The sequence $a_1, a_2, a_3, \ldots$ is defined by $a_1 = 1, a_2 = 1, a_3 = 1, a_n = a_{n−1} + a_{n−2} + a_{n−3}$ for $n\geq 4$. Using mathematical induction correctly, prove that $a_n < 2^n$ for all n ∈ Z+
in basis step, i prove $p_1, p_2 p_3 p_4$. Is $p_4$ proved in basis step? I want to show my work;
Proof:
We prove this inequality by induction. Let P(n) denote $a_n\le 2^n$.
Basis Step:
We consider $P_1,P_2$ and $P_3$.
$a_1=1<2=2^1$ so $P_1$ is true. $a_2=1<4=2^2$ so $P_2$ is true. $a_3=1<8=2^3$ so $P_3$ is true.
$a_4=a_1+a_2+a_3=3<16=2^4$ so $P_4$ is true.
Could you help me for the inductive step?
Assuming that $a_{i} < 2^i$ for $i \in \{k, k-1, k-2\}$. where $k \ge 3$.

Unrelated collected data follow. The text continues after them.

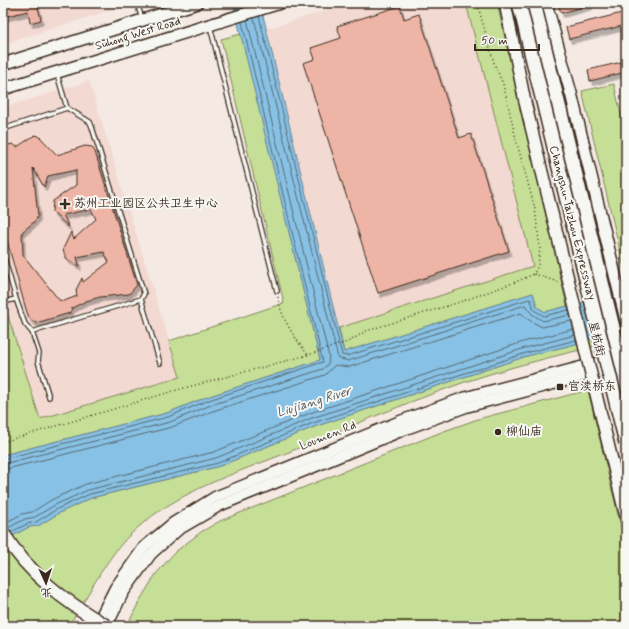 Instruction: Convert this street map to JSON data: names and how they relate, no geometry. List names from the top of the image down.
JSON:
{
  "streets": {
    "highway": ["Changshu-Taizhou Expressway"],
    "main road": ["Suhong West Road", "星杭街", "Loumen Rd"]
  },
  "water": ["Liujiang River"],
  "places": {
    "health": ["苏州工业园区公共卫生中心"],
    "transit": ["官渎桥东"],
    "other": ["柳仙庙"]
  },
  "scale_bar": "50 m",
  "north": "bottom"
}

We want to show that $$a_{k+1} < 2^{k+1}$$
We will use the assumptions in the induction hypothesis:
\begin{align} a_{k+1}&=a_k + a_{k-1} + a_{k-2} \\ &< 2^k + 2^{k-1}+2^{k-2} \\ &= 7 \cdot 2^{k-2} \\ &\le 8 \cdot 2^{k-2} \end{align}
You just need to verify $P_1$ to $P_3$ for the base case as the induction step would have covered $P_4$ though there is no harm checking for more in the base case.